# What the task asks:
From the records below, give the number of lines that include the word "limit". Add no other words.

Excerpts from a dataset:
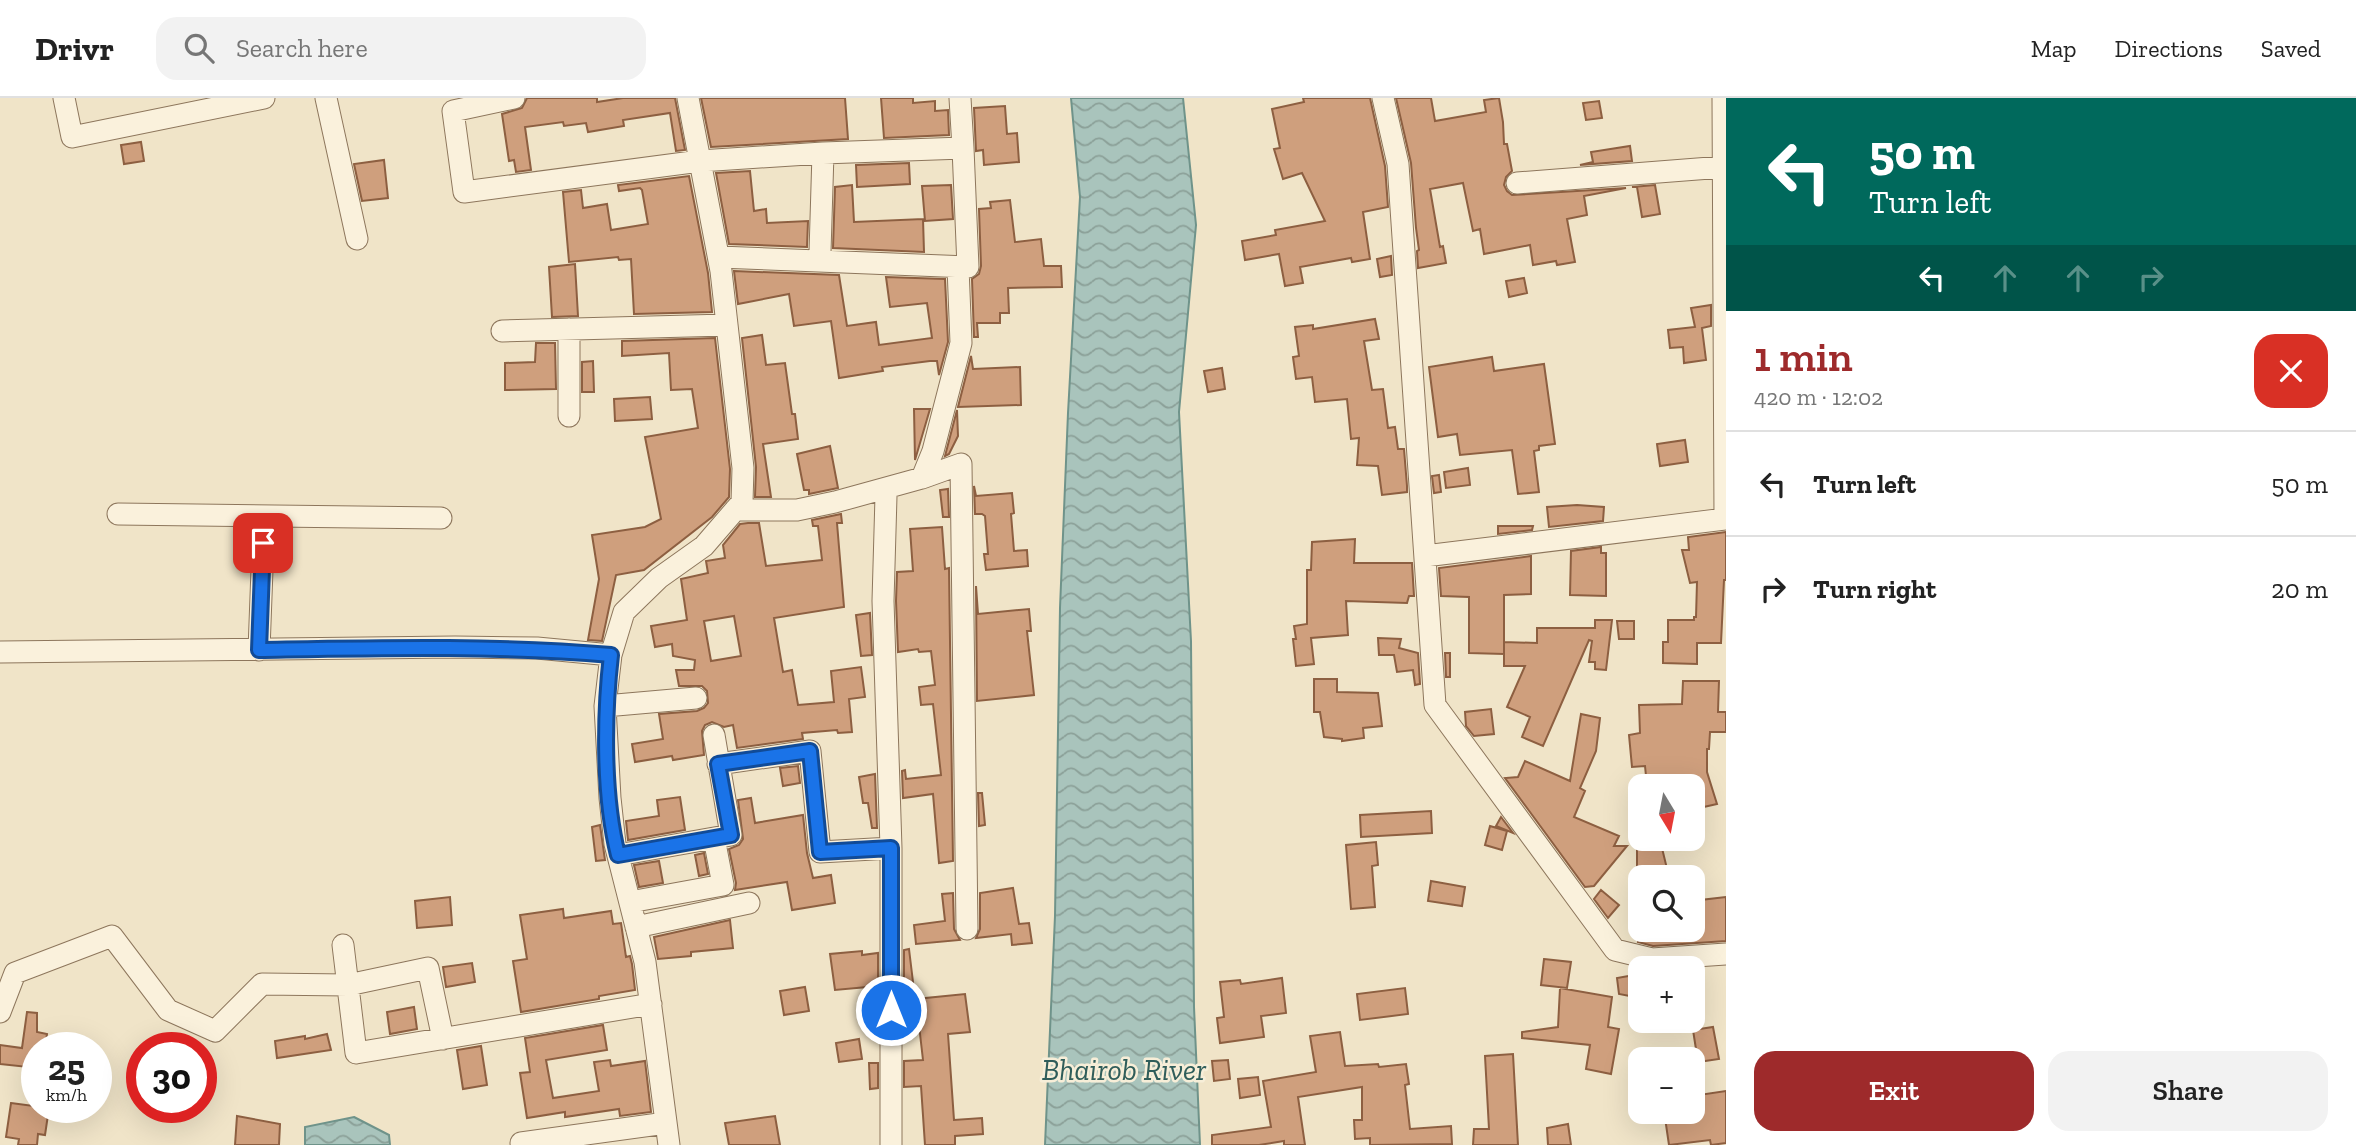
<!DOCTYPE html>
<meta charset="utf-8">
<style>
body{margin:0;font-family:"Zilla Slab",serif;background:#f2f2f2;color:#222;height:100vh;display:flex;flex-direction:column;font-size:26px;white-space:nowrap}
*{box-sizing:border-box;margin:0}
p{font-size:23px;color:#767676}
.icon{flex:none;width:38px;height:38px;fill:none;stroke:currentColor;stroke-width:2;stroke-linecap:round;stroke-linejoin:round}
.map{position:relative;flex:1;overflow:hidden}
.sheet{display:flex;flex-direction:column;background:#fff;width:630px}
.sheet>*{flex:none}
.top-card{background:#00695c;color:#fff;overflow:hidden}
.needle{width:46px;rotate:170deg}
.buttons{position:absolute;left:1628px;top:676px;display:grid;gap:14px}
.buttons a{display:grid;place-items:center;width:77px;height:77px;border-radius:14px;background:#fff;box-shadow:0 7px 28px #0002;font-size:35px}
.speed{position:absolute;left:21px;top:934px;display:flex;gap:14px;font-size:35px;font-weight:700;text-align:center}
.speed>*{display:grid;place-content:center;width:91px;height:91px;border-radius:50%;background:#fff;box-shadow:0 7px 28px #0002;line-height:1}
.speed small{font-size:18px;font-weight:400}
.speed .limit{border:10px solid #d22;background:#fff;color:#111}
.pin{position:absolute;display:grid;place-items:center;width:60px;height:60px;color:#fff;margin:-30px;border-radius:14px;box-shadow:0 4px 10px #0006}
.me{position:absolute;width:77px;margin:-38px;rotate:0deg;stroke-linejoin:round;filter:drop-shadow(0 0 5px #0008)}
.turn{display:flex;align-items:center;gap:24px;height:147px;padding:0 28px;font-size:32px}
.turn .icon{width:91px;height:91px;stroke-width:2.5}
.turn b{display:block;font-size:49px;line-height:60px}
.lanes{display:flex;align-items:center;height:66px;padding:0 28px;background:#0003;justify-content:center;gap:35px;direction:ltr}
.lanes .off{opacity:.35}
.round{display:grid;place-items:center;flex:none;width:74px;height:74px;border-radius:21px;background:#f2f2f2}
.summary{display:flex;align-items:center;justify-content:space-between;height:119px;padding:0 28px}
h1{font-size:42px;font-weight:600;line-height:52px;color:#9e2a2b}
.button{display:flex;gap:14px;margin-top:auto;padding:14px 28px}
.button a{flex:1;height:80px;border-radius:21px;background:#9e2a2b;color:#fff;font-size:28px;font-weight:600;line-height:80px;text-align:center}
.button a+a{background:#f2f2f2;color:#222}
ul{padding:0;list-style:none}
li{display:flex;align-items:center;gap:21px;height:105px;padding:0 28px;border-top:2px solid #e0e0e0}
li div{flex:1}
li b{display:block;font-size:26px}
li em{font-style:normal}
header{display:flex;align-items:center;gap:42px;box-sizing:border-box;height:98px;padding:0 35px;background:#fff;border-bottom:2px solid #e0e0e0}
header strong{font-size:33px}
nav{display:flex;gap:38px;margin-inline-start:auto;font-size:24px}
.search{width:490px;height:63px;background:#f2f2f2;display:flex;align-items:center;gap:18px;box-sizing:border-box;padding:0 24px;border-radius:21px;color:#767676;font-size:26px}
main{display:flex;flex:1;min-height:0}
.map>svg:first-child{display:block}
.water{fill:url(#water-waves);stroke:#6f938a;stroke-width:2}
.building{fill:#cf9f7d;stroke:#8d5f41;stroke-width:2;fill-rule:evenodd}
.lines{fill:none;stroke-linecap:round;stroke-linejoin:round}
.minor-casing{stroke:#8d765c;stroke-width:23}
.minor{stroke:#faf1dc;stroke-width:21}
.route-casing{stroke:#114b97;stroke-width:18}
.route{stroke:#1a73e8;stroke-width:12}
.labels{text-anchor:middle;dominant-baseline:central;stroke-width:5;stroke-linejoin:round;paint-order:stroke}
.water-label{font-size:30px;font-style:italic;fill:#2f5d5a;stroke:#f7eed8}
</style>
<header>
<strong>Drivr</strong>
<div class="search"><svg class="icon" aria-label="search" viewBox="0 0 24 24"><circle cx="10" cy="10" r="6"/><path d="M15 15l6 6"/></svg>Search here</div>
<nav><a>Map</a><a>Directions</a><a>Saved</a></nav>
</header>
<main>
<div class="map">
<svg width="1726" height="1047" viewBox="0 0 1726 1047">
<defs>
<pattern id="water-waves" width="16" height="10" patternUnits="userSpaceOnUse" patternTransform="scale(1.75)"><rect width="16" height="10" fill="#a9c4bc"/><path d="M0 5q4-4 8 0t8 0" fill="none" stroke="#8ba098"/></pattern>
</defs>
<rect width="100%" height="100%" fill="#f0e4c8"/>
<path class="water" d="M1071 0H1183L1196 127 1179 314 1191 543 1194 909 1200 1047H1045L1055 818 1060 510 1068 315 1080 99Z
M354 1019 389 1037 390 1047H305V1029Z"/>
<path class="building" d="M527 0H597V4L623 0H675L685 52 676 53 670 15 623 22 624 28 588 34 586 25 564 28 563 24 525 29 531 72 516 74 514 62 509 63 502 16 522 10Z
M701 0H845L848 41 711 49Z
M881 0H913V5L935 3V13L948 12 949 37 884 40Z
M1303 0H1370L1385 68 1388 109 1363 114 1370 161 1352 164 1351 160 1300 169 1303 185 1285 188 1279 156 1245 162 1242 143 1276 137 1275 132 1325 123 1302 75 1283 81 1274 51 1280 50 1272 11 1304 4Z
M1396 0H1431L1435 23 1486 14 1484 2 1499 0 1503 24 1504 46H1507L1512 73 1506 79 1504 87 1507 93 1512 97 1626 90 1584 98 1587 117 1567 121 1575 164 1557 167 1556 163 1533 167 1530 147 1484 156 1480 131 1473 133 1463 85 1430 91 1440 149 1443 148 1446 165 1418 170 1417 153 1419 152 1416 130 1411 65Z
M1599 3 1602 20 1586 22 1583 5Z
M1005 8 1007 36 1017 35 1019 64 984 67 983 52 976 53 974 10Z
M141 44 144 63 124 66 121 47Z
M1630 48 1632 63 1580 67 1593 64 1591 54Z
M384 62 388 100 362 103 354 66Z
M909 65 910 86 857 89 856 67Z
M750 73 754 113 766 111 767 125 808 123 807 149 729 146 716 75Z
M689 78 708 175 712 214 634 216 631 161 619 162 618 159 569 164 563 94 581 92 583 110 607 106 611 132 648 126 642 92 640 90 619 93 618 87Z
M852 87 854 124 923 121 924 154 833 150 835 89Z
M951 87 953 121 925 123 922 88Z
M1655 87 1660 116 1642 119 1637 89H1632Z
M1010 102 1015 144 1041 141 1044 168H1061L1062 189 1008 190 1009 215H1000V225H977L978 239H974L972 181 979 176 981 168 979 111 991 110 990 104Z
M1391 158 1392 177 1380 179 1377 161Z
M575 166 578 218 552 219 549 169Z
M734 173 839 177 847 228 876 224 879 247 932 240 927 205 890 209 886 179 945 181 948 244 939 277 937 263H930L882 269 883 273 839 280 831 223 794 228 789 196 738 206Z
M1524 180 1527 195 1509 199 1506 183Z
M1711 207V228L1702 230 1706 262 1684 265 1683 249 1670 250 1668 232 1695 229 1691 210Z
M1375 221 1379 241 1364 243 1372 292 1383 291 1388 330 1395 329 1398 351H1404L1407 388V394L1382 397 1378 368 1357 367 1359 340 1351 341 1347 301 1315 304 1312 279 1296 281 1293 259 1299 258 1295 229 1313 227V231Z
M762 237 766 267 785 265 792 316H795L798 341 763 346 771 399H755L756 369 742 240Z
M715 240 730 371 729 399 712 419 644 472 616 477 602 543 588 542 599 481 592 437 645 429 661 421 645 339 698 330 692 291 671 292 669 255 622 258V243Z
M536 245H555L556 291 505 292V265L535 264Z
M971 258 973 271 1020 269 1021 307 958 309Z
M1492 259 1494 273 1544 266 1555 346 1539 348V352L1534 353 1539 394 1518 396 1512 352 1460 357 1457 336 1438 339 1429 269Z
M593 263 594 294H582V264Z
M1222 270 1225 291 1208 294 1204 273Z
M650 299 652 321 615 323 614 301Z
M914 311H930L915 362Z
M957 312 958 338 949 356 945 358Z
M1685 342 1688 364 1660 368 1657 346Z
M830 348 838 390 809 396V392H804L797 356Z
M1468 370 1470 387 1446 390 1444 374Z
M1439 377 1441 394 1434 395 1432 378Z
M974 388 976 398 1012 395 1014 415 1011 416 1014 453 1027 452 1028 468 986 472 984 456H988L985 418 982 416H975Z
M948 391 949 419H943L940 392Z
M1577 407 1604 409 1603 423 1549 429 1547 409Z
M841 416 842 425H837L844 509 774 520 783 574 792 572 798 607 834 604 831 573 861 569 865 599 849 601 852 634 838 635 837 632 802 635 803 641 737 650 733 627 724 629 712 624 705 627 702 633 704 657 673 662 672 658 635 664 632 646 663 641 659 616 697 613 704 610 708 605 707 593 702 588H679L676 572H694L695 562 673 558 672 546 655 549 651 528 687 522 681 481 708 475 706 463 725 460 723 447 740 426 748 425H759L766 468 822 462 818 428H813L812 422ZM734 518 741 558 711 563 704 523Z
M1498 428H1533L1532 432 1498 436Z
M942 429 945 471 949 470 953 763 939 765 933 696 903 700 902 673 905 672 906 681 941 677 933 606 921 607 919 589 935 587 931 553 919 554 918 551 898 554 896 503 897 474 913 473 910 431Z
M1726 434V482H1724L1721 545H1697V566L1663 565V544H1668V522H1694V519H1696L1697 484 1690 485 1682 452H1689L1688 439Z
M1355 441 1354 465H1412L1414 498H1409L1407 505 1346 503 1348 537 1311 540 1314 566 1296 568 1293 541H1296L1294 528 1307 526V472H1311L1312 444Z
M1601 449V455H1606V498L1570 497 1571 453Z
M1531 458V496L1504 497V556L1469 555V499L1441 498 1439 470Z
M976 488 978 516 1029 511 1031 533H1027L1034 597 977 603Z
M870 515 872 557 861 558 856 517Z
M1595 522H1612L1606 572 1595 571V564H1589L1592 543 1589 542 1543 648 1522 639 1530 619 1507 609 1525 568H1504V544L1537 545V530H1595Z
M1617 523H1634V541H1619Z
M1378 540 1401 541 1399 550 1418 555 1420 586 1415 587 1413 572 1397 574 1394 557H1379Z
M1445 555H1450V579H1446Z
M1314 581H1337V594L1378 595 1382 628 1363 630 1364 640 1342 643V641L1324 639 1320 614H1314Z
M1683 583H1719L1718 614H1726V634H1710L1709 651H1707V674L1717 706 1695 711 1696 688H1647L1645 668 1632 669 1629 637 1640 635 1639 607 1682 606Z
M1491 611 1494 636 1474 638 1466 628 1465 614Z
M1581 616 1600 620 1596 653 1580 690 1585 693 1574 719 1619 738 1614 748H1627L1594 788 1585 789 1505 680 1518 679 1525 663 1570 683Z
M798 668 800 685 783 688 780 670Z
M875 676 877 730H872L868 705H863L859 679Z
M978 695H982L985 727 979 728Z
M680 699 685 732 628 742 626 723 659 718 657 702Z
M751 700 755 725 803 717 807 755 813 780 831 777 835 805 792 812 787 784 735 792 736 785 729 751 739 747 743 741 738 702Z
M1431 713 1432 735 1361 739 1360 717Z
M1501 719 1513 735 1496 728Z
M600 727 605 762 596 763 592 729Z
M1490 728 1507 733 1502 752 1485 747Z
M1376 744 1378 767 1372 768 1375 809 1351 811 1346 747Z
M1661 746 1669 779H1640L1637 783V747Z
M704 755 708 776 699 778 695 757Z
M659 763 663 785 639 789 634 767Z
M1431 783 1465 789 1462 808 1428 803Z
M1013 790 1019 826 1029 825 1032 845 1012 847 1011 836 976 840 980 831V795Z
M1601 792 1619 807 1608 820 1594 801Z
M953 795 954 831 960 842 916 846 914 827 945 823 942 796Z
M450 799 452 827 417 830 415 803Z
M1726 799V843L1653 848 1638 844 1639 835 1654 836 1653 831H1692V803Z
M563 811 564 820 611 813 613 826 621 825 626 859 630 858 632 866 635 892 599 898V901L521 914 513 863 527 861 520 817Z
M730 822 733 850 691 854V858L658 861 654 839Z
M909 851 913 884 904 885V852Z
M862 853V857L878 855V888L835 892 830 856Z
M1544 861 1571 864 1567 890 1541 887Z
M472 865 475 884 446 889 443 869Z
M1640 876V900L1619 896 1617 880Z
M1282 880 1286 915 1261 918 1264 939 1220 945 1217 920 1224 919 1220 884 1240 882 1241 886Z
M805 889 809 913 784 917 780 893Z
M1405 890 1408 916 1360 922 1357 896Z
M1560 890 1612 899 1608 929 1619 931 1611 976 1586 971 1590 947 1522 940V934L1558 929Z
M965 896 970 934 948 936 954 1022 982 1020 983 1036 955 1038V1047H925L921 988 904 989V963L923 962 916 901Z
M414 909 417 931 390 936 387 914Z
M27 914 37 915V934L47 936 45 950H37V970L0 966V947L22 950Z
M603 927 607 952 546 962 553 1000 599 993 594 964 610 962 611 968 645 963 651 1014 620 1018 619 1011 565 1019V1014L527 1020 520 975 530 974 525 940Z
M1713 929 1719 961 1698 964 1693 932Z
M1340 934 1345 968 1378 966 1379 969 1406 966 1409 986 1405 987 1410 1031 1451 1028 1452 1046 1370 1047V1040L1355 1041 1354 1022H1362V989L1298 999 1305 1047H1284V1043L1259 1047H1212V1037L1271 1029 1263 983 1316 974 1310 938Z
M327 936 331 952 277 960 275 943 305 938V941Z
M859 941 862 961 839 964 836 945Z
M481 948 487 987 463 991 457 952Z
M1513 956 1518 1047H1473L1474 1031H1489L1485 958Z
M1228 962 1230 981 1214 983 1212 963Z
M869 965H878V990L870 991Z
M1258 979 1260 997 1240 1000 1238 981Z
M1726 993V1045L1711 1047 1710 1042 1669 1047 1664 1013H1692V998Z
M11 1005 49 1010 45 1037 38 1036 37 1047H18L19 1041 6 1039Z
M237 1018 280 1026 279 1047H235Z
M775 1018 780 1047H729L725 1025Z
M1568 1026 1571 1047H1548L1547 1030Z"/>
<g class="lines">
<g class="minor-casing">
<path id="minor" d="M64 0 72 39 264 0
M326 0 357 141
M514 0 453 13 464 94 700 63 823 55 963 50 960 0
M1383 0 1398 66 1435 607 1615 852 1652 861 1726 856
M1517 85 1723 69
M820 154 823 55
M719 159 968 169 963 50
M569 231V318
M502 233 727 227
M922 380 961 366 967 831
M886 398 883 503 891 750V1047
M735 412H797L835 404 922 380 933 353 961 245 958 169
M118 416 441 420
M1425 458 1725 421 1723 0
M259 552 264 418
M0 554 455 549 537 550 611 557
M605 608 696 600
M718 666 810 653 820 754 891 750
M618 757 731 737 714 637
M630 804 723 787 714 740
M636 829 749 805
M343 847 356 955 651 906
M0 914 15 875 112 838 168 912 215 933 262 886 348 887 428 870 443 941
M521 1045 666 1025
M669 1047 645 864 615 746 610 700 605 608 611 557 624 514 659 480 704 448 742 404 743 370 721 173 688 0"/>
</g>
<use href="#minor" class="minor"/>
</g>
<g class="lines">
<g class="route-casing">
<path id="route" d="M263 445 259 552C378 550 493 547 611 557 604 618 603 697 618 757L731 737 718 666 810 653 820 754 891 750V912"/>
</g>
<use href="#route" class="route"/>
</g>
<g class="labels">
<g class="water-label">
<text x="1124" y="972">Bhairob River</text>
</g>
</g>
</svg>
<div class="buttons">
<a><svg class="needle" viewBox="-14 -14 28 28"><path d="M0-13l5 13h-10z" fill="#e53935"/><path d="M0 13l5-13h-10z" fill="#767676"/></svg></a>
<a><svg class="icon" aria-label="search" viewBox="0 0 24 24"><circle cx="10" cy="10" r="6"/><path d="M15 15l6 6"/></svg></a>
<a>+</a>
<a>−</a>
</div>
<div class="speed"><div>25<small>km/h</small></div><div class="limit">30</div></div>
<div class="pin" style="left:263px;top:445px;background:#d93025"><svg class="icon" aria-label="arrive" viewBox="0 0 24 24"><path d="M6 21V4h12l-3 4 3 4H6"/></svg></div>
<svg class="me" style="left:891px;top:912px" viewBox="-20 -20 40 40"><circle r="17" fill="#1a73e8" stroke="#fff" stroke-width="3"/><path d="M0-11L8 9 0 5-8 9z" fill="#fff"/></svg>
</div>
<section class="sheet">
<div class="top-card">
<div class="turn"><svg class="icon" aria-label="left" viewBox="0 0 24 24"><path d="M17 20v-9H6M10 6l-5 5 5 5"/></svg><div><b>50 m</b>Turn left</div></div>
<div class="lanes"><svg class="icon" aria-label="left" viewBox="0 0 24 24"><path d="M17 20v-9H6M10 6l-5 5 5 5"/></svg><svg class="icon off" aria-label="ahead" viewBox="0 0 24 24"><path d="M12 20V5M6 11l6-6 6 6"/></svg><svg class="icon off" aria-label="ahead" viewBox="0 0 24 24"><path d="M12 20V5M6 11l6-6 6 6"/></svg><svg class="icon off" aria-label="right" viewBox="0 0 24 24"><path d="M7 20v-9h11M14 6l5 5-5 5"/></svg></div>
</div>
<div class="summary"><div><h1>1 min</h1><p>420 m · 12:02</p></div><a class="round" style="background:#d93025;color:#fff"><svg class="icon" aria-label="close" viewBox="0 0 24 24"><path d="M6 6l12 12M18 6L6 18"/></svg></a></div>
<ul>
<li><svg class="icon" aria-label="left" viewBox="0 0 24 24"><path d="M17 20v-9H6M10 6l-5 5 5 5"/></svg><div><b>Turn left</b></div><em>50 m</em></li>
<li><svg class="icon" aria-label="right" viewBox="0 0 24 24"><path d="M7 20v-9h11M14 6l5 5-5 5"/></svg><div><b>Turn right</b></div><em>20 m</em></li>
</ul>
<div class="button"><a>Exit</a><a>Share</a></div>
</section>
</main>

# Response below:
2